§ How to complete this task
Wherever a line in the material contains the word "block", copy that line.

§ Data extracts
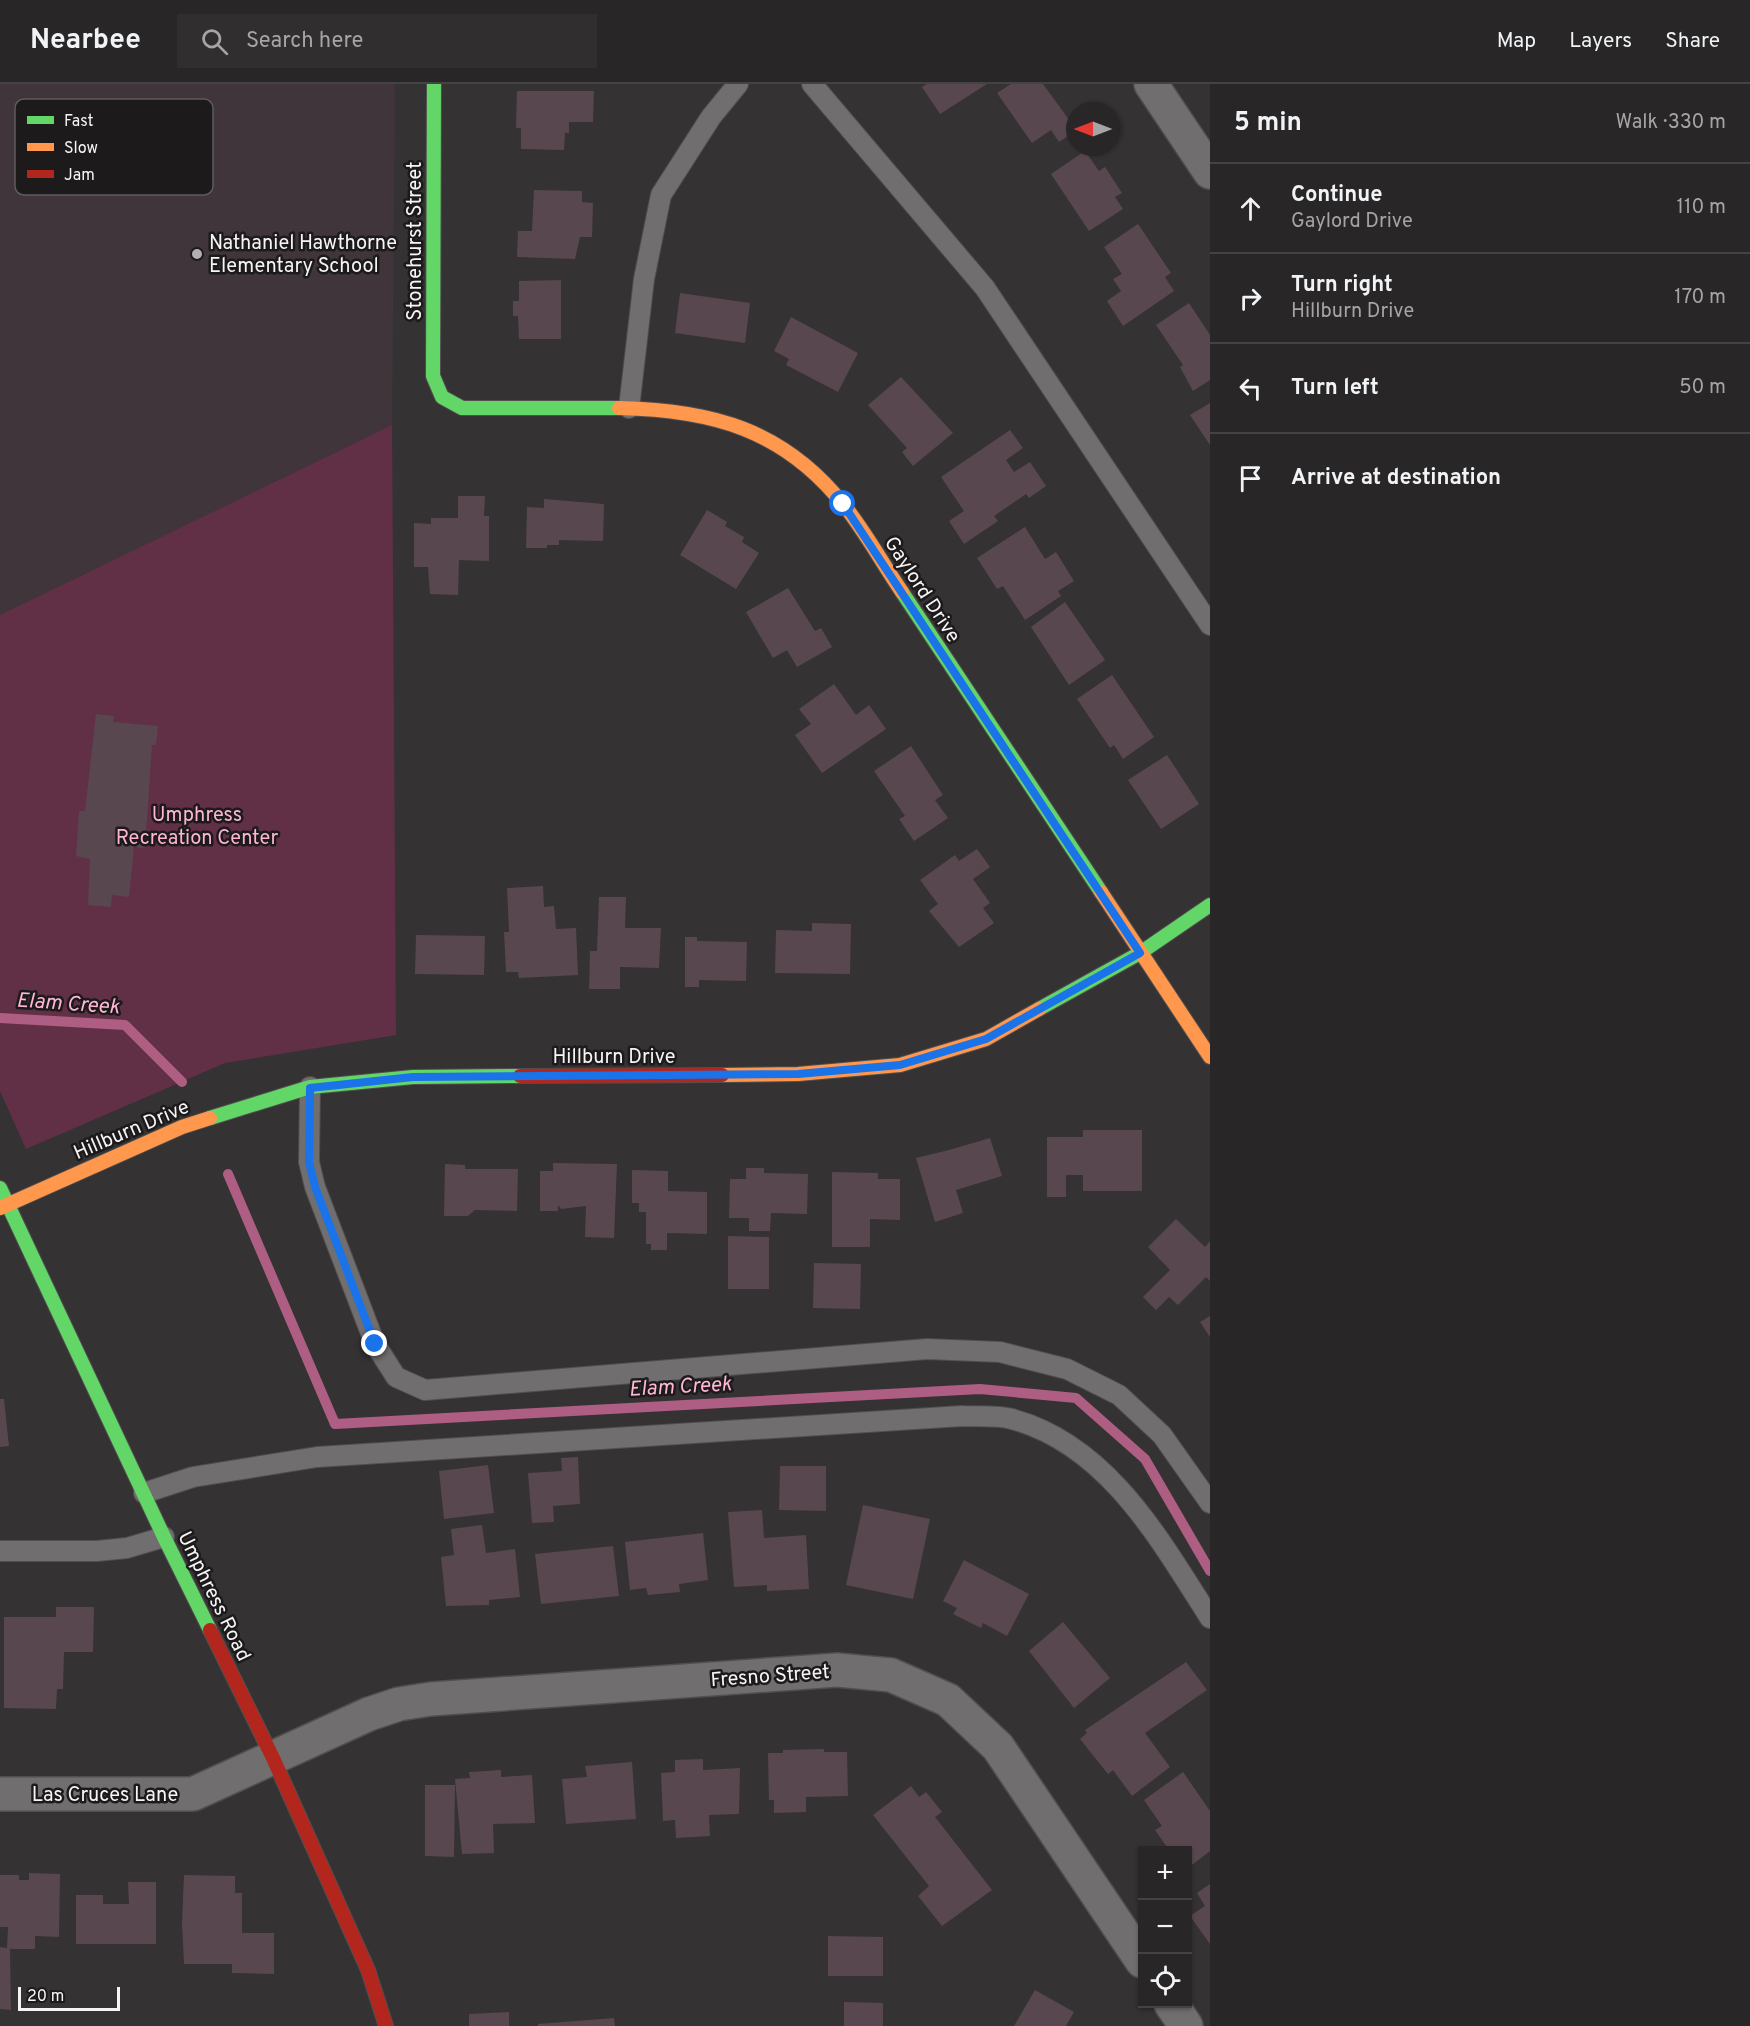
<!DOCTYPE html>
<meta charset="utf-8">
<style>
:root{--surface:#282626;--page:#302e2e;--text:#f1f3f6;--muted:#a5a5a7;--line:#444343}
body{margin:0;font-family:Overpass,sans-serif;background:var(--page);color:var(--text)}
.controls{position:absolute;right:18px;bottom:18px;display:grid;overflow:hidden;border-radius:0px;box-shadow:0 2px 4px #0004}
.controls button{width:54px;height:54px;display:grid;place-items:center;padding:0;border:0;border-bottom:2px solid var(--line);background:var(--surface);color:var(--text);font:30px sans-serif}
.compass{position:absolute;left:1066px;top:18px;width:54px;height:54px;border-radius:50%;background:var(--surface);box-shadow:0 2px 4px #0004;rotate:270deg}
.scale{position:absolute;left:18px;bottom:15px;width:102px;box-sizing:border-box;padding-left:6px;border:3px solid #f7f4f5;border-top:0;font-size:16px;line-height:21px;white-space:nowrap;color:#f7f4f5;-webkit-text-stroke:4px #1c1a1b;paint-order:stroke}
.stop{position:absolute;width:18px;height:18px;margin:-14px;border:4px solid #1a73e8;border-radius:50%;background:#fff}
.stop.end{background:#1a73e8;border-color:#fff;box-shadow:0 2px 6px #0008}
.list{margin:0;padding:0;list-style:none}
h2{display:flex;justify-content:space-between;align-items:center;height:78px;margin:0;padding:0 24px;font-size:26px}
h2 small{font-size:20px;font-weight:400;color:var(--muted)}
.list li{display:grid;grid-template-columns:39px 1fr auto;gap:18px;align-items:center;box-sizing:border-box;height:90px;padding:0 24px;border-top:2px solid var(--line)}
.list b{display:block;font-size:22px;white-space:nowrap}
.list p{margin:0;font-size:20px;white-space:nowrap;color:var(--muted)}
.list em{font-size:20px;font-style:normal;color:var(--muted)}
.icon{flex:none;width:33px;height:33px;fill:none;stroke:currentColor;stroke-width:2;stroke-linecap:round;stroke-linejoin:round}
.map{position:relative;flex:none;width:1210px;height:1942px;overflow:hidden}
header{display:flex;align-items:center;gap:36px;box-sizing:border-box;height:84px;padding:0 30px;background:var(--surface);border-bottom:2px solid var(--line)}
header strong{font-size:28px}
nav{display:flex;gap:33px;margin-inline-start:auto;font-size:21px}
.search{width:420px;height:54px;background:var(--page);display:flex;align-items:center;gap:15px;box-sizing:border-box;padding:0 21px;border-radius:0px;color:var(--muted);font-size:22px}
main{display:flex}
aside{flex:1;background:var(--surface)}
.map>svg:first-child{display:block}
</style>
<header>
<strong>Nearbee</strong>
<div class="search"><svg class="icon" aria-label="search" viewBox="0 0 24 24"><circle cx="10" cy="10" r="6"/><path d="M15 15l6 6"/></svg>Search here</div>
<nav><a>Map</a><a>Layers</a><a>Share</a></nav>
</header>
<main>
<div class="map">
<svg width="1210" height="1942" viewBox="0 0 1210 1942">
<rect width="100%" height="100%" fill="#353233"/>
<polygon fill="#40353a" points="0,0 395,0 392,341 0,531"/>
<polygon fill="#613047" points="392,341 396,951 225,979 26,1065 0,1007 0,531"/>
<g fill="none" stroke-linecap="round" stroke-linejoin="round">
<g stroke="#ae5e82" stroke-width="10">
<polyline points="0,934 125,941 182,998"/>
<polyline points="228,1090 335,1340 980,1305 1076,1314 1145,1375 1210,1487"/>
</g>
</g>
<g fill="#58474f">
<polygon points="927,0 987,0 940,30 922,3"/>
<polygon points="1011,0 1043,0 1070,37 1075,47 1059,58 1051,46 1032,59 997,9"/>
<polygon points="517,7 594,7 593,38 569,38 569,49 565,49 564,66 521,65 521,44 516,44"/>
<polygon points="1085,67 1099,87 1105,83 1122,109 1115,113 1123,125 1089,147 1051,90"/>
<polygon points="534,106 582,107 582,118 593,119 592,153 580,153 575,175 517,173 518,147 532,147"/>
<polygon points="1138,140 1171,189 1165,193 1174,207 1123,242 1107,217 1121,207 1113,195 1122,190 1104,163"/>
<polygon points="561,196 561,255 519,255 518,232 513,232 513,217 519,217 519,197"/>
<polygon points="680,209 750,219 745,259 675,249"/>
<polygon points="1189,219 1210,251 1210,296 1193,307 1180,283 1183,281 1156,241"/>
<polygon points="791,233 858,269 838,308 786,281 789,275 774,267"/>
<polygon points="901,293 953,349 913,382 902,368 907,364 868,321"/>
<polygon points="1210,319 1210,361 1190,331"/>
<polygon points="1010,346 1023,364 1006,376 1014,388 1030,378 1046,402 1029,414 1026,410 994,432 998,437 964,460 949,437 964,427 941,393"/>
<polygon points="458,412 485,412 484,432 489,432 489,477 459,476 458,511 430,510 428,483 414,483 414,439 431,440 431,434 458,434"/>
<polygon points="544,415 604,420 603,457 559,456 559,461 547,461 547,464 526,464 527,423 544,424"/>
<polygon points="707,426 727,438 725,442 744,453 742,458 759,469 736,505 680,471"/>
<polygon points="1025,443 1045,475 1056,468 1074,497 1058,507 1061,512 1025,536 1003,502 997,505 977,474"/>
<polygon points="788,504 815,547 821,544 832,563 797,583 787,566 773,574 746,528"/>
<polygon points="1065,518 1105,576 1069,601 1031,543"/>
<polygon points="1112,591 1154,653 1123,675 1114,661 1110,664 1077,615"/>
<polygon points="834,600 856,631 869,621 886,645 822,689 795,651 811,640 799,625"/>
<polygon points="96,630 114,632 113,638 158,642 156,661 152,661 145,764 134,763 129,813 112,811 111,823 88,821 90,775 76,772 79,727 85,727"/>
<polygon points="911,662 943,711 935,716 948,734 914,757 899,735 905,732 874,687"/>
<polygon points="1167,671 1199,720 1161,745 1128,696"/>
<polygon points="977,765 990,783 973,795 990,819 983,824 994,839 959,863 929,827 938,820 920,796 955,771 959,777"/>
<polygon points="543,802 544,823 554,822 556,845 576,844 578,891 519,894 518,888 506,888 504,848 509,848 507,804"/>
<polygon points="599,813 626,813 625,844 661,844 659,884 620,883 620,905 589,905 590,867 597,867"/>
<polygon points="812,839 851,840 850,890 775,889 776,846 812,847"/>
<polygon points="416,851 485,852 484,891 415,890"/>
<polygon points="685,853 697,853 697,857 747,858 746,897 699,896 699,903 685,903"/>
<polygon points="1083,1046 1142,1046 1142,1107 1083,1107 1083,1091 1066,1091 1066,1113 1047,1113 1047,1053 1083,1053"/>
<polygon points="990,1054 1002,1092 956,1106 963,1129 935,1138 916,1074 949,1066"/>
<polygon points="553,1079 617,1080 614,1154 585,1153 586,1122 561,1125 558,1121 558,1127 540,1127 540,1087 553,1087"/>
<polygon points="445,1080 465,1081 465,1085 518,1085 517,1127 475,1126 468,1132 444,1132"/>
<polygon points="746,1084 764,1084 764,1089 808,1090 807,1130 771,1129 770,1147 749,1147 749,1134 729,1134 730,1095 746,1095"/>
<polygon points="632,1086 668,1087 668,1107 707,1108 707,1150 667,1149 667,1166 651,1166 651,1160 646,1160 646,1128 639,1128 639,1119 632,1119"/>
<polygon points="832,1088 878,1089 878,1095 900,1095 900,1136 870,1135 870,1163 832,1163"/>
<polygon points="1176,1135 1205,1163 1210,1157 1210,1197 1206,1193 1178,1221 1169,1213 1156,1226 1143,1213 1170,1186 1148,1163"/>
<polygon points="728,1152 769,1153 769,1205 728,1205"/>
<polygon points="814,1179 861,1180 860,1225 813,1224"/>
<polygon points="1210,1232 1210,1253 1200,1238"/>
<polygon points="0,1315 4,1315 9,1362 0,1363"/>
<polygon points="578,1373 580,1420 553,1422 554,1438 532,1439 528,1389 562,1387 561,1374"/>
<polygon points="488,1381 494,1429 444,1435 439,1387"/>
<polygon points="780,1382 826,1382 826,1427 779,1426"/>
<polygon points="863,1421 930,1435 913,1515 846,1501"/>
<polygon points="762,1426 764,1454 806,1451 809,1505 767,1507 767,1501 734,1503 728,1428"/>
<polygon points="482,1441 486,1469 515,1465 520,1513 489,1516 489,1521 446,1522 441,1473 454,1471 451,1445"/>
<polygon points="703,1449 708,1496 679,1500 680,1508 648,1511 646,1504 630,1506 625,1458"/>
<polygon points="613,1462 619,1512 541,1520 535,1470"/>
<polygon points="964,1476 1029,1510 1007,1552 983,1539 981,1544 953,1530 957,1524 943,1517"/>
<polygon points="56,1523 94,1523 93,1568 64,1568 63,1605 57,1605 56,1625 4,1624 4,1533 56,1533"/>
<polygon points="1063,1538 1110,1594 1074,1624 1029,1567"/>
<polygon points="1186,1578 1207,1606 1145,1649 1170,1683 1132,1712 1113,1686 1108,1690 1080,1655 1087,1649 1085,1646"/>
<polygon points="824,1665 824,1668 847,1668 848,1712 806,1713 806,1728 774,1729 774,1716 769,1716 768,1669 783,1669 783,1666"/>
<polygon points="703,1675 703,1686 740,1684 739,1730 709,1731 710,1752 676,1754 675,1736 663,1737 661,1689 675,1688 675,1676"/>
<polygon points="632,1678 636,1735 566,1740 562,1695 587,1693 585,1682"/>
<polygon points="501,1686 501,1693 532,1691 535,1739 493,1740 494,1769 462,1770 455,1695 470,1694 469,1688"/>
<polygon points="1183,1688 1210,1727 1210,1767 1188,1784 1188,1766 1169,1766 1155,1746 1162,1742 1144,1716"/>
<polygon points="425,1701 455,1701 454,1773 425,1772"/>
<polygon points="911,1702 919,1713 926,1708 942,1728 935,1733 992,1806 942,1842 918,1812 929,1802 873,1731"/>
<polygon points="29,1789 60,1790 59,1853 35,1852 35,1865 10,1865 11,1926 0,1925 0,1863 7,1864 8,1843 0,1843 0,1791 19,1791 19,1796 29,1796"/>
<polygon points="184,1791 235,1792 235,1809 242,1809 242,1849 274,1849 274,1890 232,1889 232,1880 184,1880 182,1839"/>
<polygon points="128,1798 156,1798 156,1860 76,1860 76,1811 103,1811 103,1820 129,1820"/>
<polygon points="1210,1800 1210,1860 1190,1832 1205,1822 1197,1809"/>
<polygon points="828,1852 883,1853 883,1892 828,1892"/>
<polygon points="1035,1906 1074,1928 1066,1942 1014,1942"/>
<polygon points="844,1918 883,1919 883,1942 844,1942"/>
<polygon points="509,1928 509,1942 469,1942 469,1930"/>
<polygon points="614,1934 615,1942 538,1942 538,1940"/>
</g>
<g fill="none" stroke-linecap="round" stroke-linejoin="round">
<defs>
<g id="lane">
<polyline points="812,0 985,204 1210,541"/>
<polyline points="629,324 644,195 661,111 711,33 738,0"/>
<polyline points="310,1003 309,1078 315,1103 375,1260 396,1293 425,1306 927,1265 1000,1268 1067,1285 1119,1311 1162,1351 1210,1419"/>
<path d="M144,1409L193,1393L317,1373L962,1332C978,1333 997,1331 1012,1335C1108,1361 1160,1456 1210,1534"/>
<polyline points="0,1467 97,1467 127,1464 164,1453"/>
</g>
<g id="street">
<polyline points="1151,0 1210,88"/>
<polyline points="0,1710 193,1710 369,1630 399,1620 431,1615 837,1586 891,1591 948,1616 998,1663 1142,1877"/>
<polyline points="1171,1920 1186,1942"/>
</g>
<g id="fast">
<polyline points="434,0 433,292 442,313 462,324 619,324"/>
<polyline points="902,508 1101,808"/>
<polyline points="1039,925 1140,869 1210,821"/>
<polyline points="210,1034 310,1003 413,993 520,992"/>
<polyline points="0,1104 164,1453 210,1546"/>
</g>
<g id="slow">
<path d="M619,324C711,326 783,345 843,420C865,447 882,479 902,508"/>
<polyline points="1101,808 1210,973"/>
<polyline points="722,991 798,990 900,981 986,955 1039,925"/>
<polyline points="0,1124 182,1043 210,1034"/>
</g>
<g id="jam">
<polyline points="520,992 722,991"/>
<polyline points="210,1546 273,1674 368,1886 386,1942"/>
</g>
</defs>
<use href="#lane" stroke="#514e4f" stroke-width="22"/>
<use href="#street" stroke="#514e4f" stroke-width="36"/>
<use href="#fast" stroke="#514e4f" stroke-width="16"/>
<use href="#slow" stroke="#514e4f" stroke-width="16"/>
<use href="#jam" stroke="#514e4f" stroke-width="16"/>
<use href="#lane" stroke="#716e6f" stroke-width="20"/>
<use href="#street" stroke="#716e6f" stroke-width="33"/>
<use href="#fast" stroke="#63d668" stroke-width="14"/>
<use href="#slow" stroke="#ff974d" stroke-width="14"/>
<use href="#jam" stroke="#b3261e" stroke-width="14"/>
</g>
<g fill="none" stroke-linecap="round" stroke-linejoin="round">
<polyline stroke="#1a73e8" stroke-width="8" points="375,1260 315,1103 309,1078 310,1004 413,993 798,990 900,981 986,955 1140,869 843,420"/>
</g>
<circle fill="#b3b0b1" stroke="#1c1a1b" stroke-width="2" cx="197" cy="170" r="6"/>
<g text-anchor="middle" stroke-width="5" stroke-linejoin="round" paint-order="stroke">
<g font-size="20" fill="#f7f4f5" stroke="#1c1a1b">
<text transform="translate(414 157) rotate(-90)" y="7">Stonehurst Street</text>
<text transform="translate(923 505) rotate(57)" y="7">Gaylord Drive</text>
<text x="614" y="979">Hillburn Drive</text>
<text transform="translate(131 1045) rotate(-23)" y="7">Hillburn Drive</text>
<text transform="translate(215 1512) rotate(64)" y="7">Umphress Road</text>
<text transform="translate(770 1591) rotate(-4)" y="7">Fresno Street</text>
<text x="105" y="1717">Las Cruces Lane</text>
</g>
<g font-size="20" fill="#f7f4f5" stroke="#1c1a1b" text-anchor="start">
<text x="209" y="165">Nathaniel Hawthorne<tspan x="209" dy="23">Elementary School</tspan></text>
</g>
<g font-size="20" fill="#fdb5d3" stroke="#1c1a1b">
<text x="197" y="737">Umphress<tspan x="197" dy="23">Recreation Center</tspan></text>
</g>
<g font-size="21" font-style="italic" fill="#ffb7d5" stroke="#1c1a1b">
<text transform="translate(68 919) rotate(4)" y="7">Elam Creek</text>
<text transform="translate(680 1302) rotate(-3)" y="7">Elam Creek</text>
</g>
</g>
<rect x="15" y="15" width="198" height="96" rx="9" fill="#1c1a1b" stroke="#5e5b5c" stroke-width="1.5"/>
<rect x="27" y="32" width="27" height="8" fill="#63d668"/>
<rect x="27" y="59" width="27" height="8" fill="#ff974d"/>
<rect x="27" y="86" width="27" height="8" fill="#b3261e"/>
<g font-size="16" fill="#f7f4f5">
<text x="64" y="42">Fast</text>
<text x="64" y="69">Slow</text>
<text x="64" y="96">Jam</text>
</g>
</svg>
<div class="controls">
<button>+</button>
<button>−</button>
<button><svg class="icon" aria-label="locate" viewBox="0 0 24 24"><circle cx="12" cy="12" r="6"/><path d="M12 2v4M12 18v4M2 12h4M18 12h4"/></svg></button>
</div>
<svg class="compass" viewBox="-18 -18 36 36"><path d="M0-13l5 13h-10z" fill="#e53935"/><path d="M0 13l5-13h-10z" fill="#a5a5a7"/></svg>
<div class="scale">20 m</div>
<div class="stop" style="left:843px;top:420px"></div>
<div class="stop end" style="left:375px;top:1260px"></div>
</div>
<aside>
<h2>5 min<small>Walk · 330 m</small></h2>
<ul class="list">
<li><svg class="icon" aria-label="ahead" viewBox="0 0 24 24"><path d="M12 20V5M6 11l6-6 6 6"/></svg><div><b>Continue</b><p>Gaylord Drive</p></div><em>110 m</em></li>
<li><svg class="icon" aria-label="right" viewBox="0 0 24 24"><path d="M7 20v-9h11M14 6l5 5-5 5"/></svg><div><b>Turn right</b><p>Hillburn Drive</p></div><em>170 m</em></li>
<li><svg class="icon" aria-label="left" viewBox="0 0 24 24"><path d="M17 20v-9H6M10 6l-5 5 5 5"/></svg><div><b>Turn left</b></div><em>50 m</em></li>
<li><svg class="icon" aria-label="arrive" viewBox="0 0 24 24"><path d="M6 21V4h12l-3 4 3 4H6"/></svg><div><b>Arrive at destination</b></div></li>
</ul>
</aside>
</main>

§ Exercise output
.list b{display:block;font-size:22px;white-space:nowrap}
.map>svg:first-child{display:block}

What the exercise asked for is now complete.